I was going to lunch with my team.

Katelyn said, “I love working with F because she’s funny when she’s not even trying to be funny. She just tells it like it is.”

Some 30 minutes later, my boss and I are talking about a former coworker at our previous employer:

My boss: “…she just wants to be a big fish in a small pond.”

Me: “Too bad she turned it into a swamp.”

Dads and Daughters

Even though R and Dina are gone, the parents are still in town until Monday morning. Last night, we ate at Dad’s favorite place in Berkeley (Sliver) before–well, let me not get ahead of myself here. We went to IKEA. I wanted a bench, a simple bench for the window of my apartment (still a shortage of eating there, which my father complained about constantly while in it).However, Dad insisted on a loveseat Bygyll or Mygyll or some other Swedish name, you know how it is. I was extremely doubtful we could fit furniture of that size and the three if us in his car. 

He asked the IKEA staff for measurements of what the boxes are that it comes in. They printed it out for him and he determined (in 100% confidence of Dad-is-always-right mode) that it would fit.
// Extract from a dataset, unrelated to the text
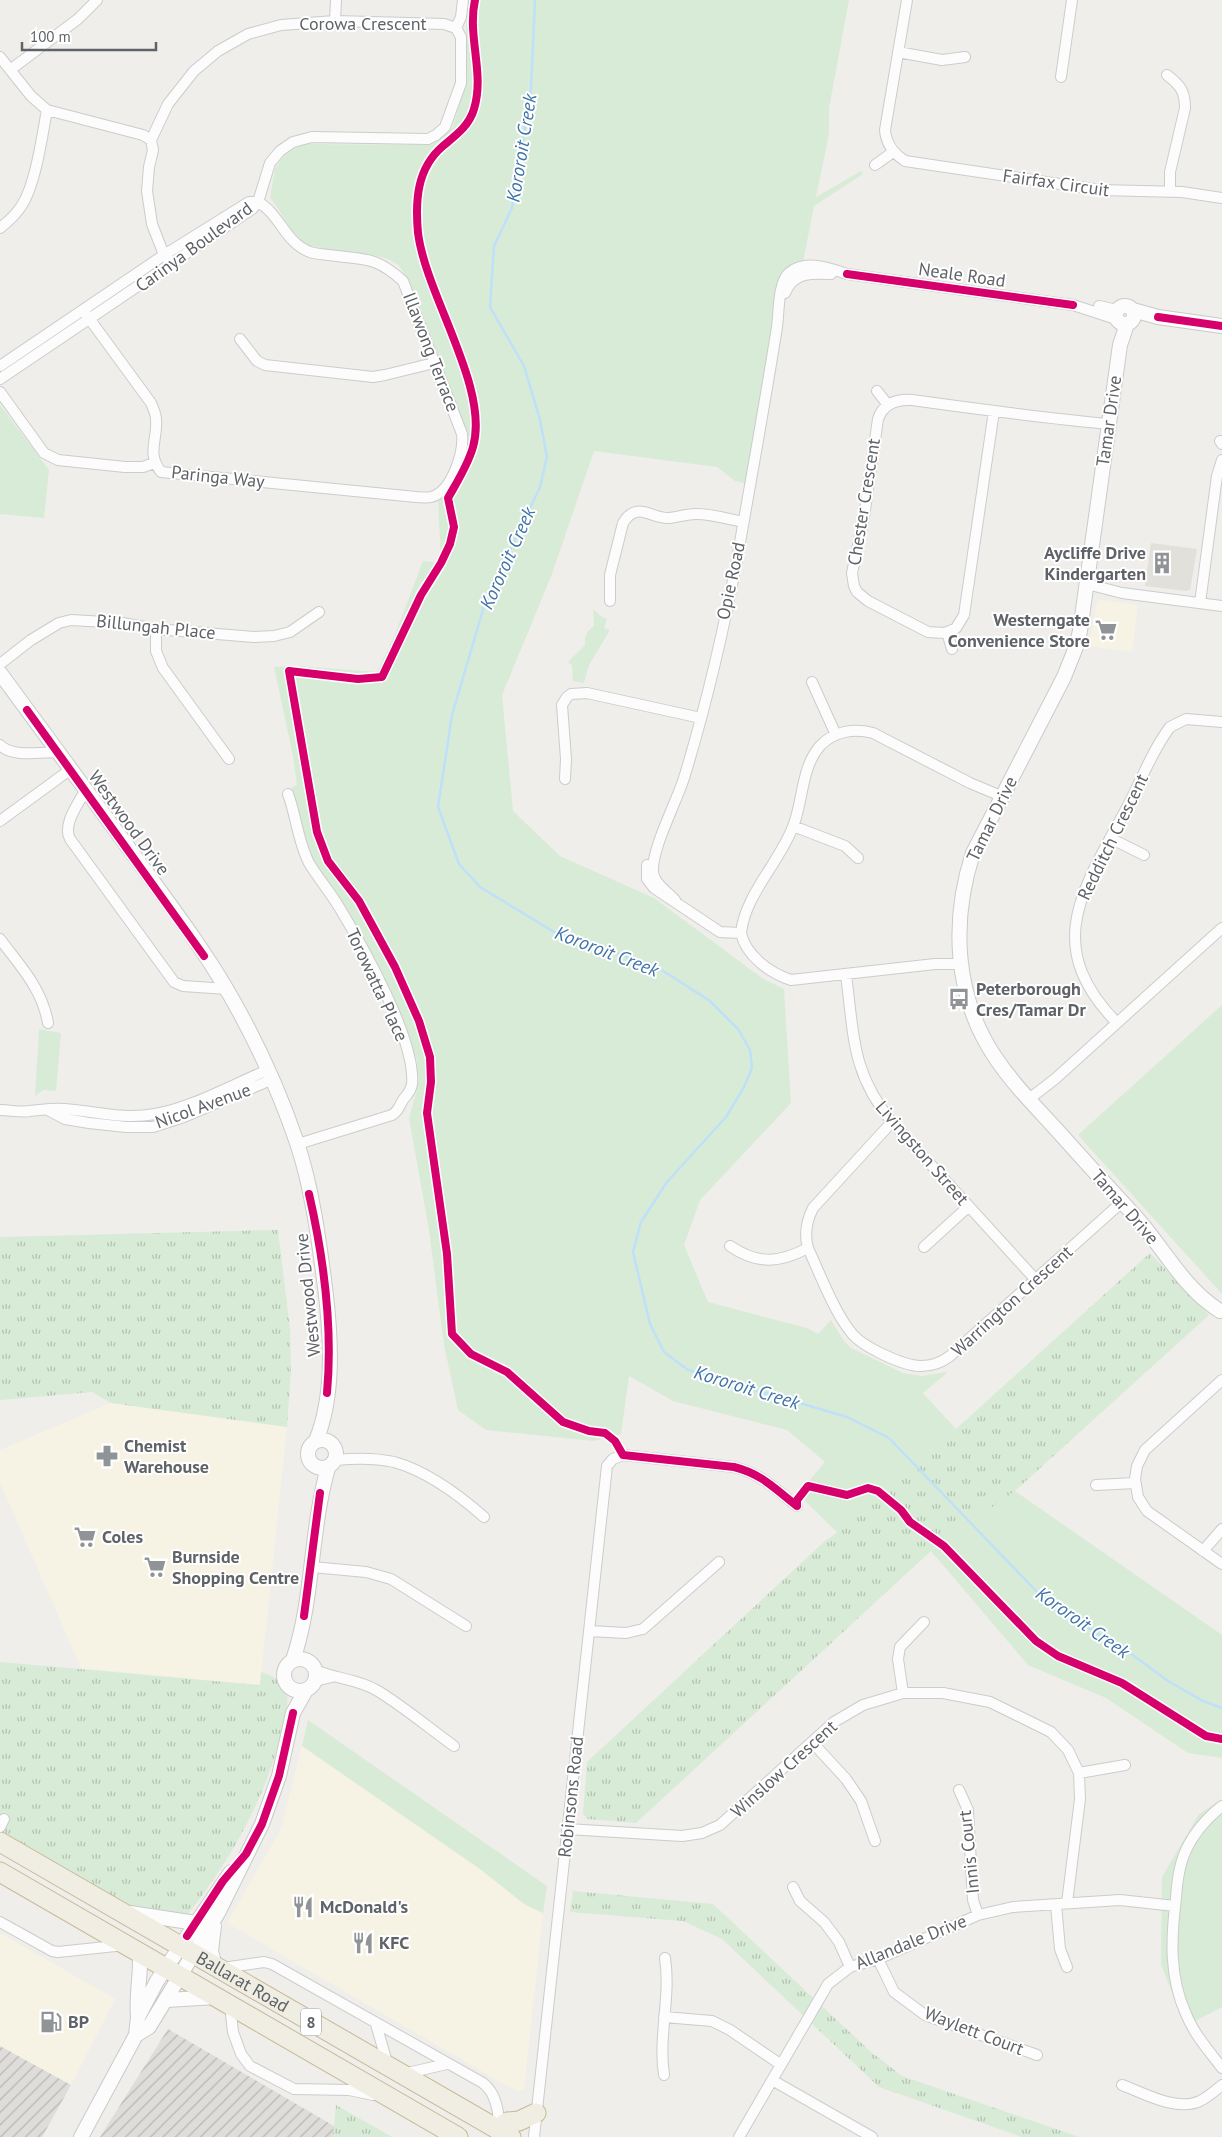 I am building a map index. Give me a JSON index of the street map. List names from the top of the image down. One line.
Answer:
{"streets":{"highway":["Ballarat Road","8"],"street":["Corowa Crescent","Fairfax Circuit","Carinya Boulevard","Neale Road","Illawong Terrace","Tamar Drive","Paringa Way","Chester Crescent","Opie Road","Billungah Place","Westwood Drive","Redditch Crescent","Torowatta Place","Nicol Avenue","Livingston Street","Warrington Crescent","Winslow Crescent","Robinsons Road","Innis Court","Allandale Drive","Waylett Court"]},"crossings":[["Corowa Crescent","Carinya Boulevard"],["Carinya Boulevard","Illawong Terrace"],["Carinya Boulevard","Paringa Way"],["Neale Road","Tamar Drive"],["Neale Road","Opie Road"],["Illawong Terrace","Paringa Way"],["Tamar Drive","Warrington Crescent"],["Westwood Drive","Torowatta Place"],["Westwood Drive","Nicol Avenue"],["Livingston Street","Warrington Crescent"],["Winslow Crescent","Robinsons Road"],["Winslow Crescent","Allandale Drive"],["Innis Court","Allandale Drive"],["Allandale Drive","Waylett Court"]],"water":["Kororoit Creek"],"places":{"building":["Aycliffe Drive Kindergarten"],"supermarket":["Westerngate Convenience Store","Coles","Burnside Shopping Centre"],"bus stop":["Peterborough Cres/Tamar Dr"],"pharmacy":["Chemist Warehouse"],"restaurant":["McDonald's","KFC"],"fuel station":["BP"]},"scale_bar":"100 m"}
Then we got separated as he had to keep running to the bathroom but only came back as he said he couldn’t find it despite all the signage and arrows. So my mom had to escort him, but her phone was dead from (what else?) playing Pokémon Go. I waited a bit to see if they would find me before checking out as I wanted confirmation the sofa WOULD fit before buying it (if I didn’t, I knew I would be hearing him complain for the next two years every time they visited about having nowhere to sit.)

After browsing the rest of the store, I waited in Self-Service. I waited 30minutes before I went ahead and moved to check out, paying for the couch. It wasn’t a purchase I could pick out myself in the self-service section, but one the staff had to pick out from the back once I paid for it. I met the parents as I’m paying for everything.They move the car to the loading zome while I wait for the 2 boxes that are being picked out from their backstock.
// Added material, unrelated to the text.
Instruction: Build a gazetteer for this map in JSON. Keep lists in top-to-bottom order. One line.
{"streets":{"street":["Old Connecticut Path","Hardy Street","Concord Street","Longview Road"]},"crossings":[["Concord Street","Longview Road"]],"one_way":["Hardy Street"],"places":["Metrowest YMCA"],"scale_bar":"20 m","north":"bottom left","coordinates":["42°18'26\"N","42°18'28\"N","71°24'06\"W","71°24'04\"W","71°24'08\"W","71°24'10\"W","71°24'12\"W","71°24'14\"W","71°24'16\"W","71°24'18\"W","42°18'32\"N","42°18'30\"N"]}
The IKEA guy brings out the boxes, and as soon as I saw them, I knew we were in trouble. Sure was a hell of a lot bigger than I was expecting. Well, this will be…fun. Dad damn near threw a tantrum as we played Tetris with the poor IKEA guy in the middle. I grew worried Dad was having a sugar low and/or about to have a PTSD/dementia episode and hurt someone. He got the crazy eyes when he shouted, “Goddammit!” and I thought we were minutes away from a 5150 call.

The good news:

The boxes and three people CAN fit in a KIA Sorento.

Buuuuuuut in order to accomplish this, both middle and rear seats have to be fully flat. Thus, Dad was forced to curl up into a snail position, wedged between the side and the largest box. He did it in the trip from IKEA in Emeryville to Sliver in Berkeley, and then from Berkeley to San Francisco.

We managed to avoid any tickets and made it to my apartment in one piece. I then had had to go up three flights of stairs five times. I carried the stuff up myself. Dad attempted to help with the largest box, but really it was all me pushing.

Family–never a dull moment.

I shared this story with Seabiscuit and found his reaction (from a dad’s perspective) a perfect ending:

OMG. Dad in moving car, no seat belt, stuffed in a small corner of his own making. The epic metaphor of fatherly wisdom.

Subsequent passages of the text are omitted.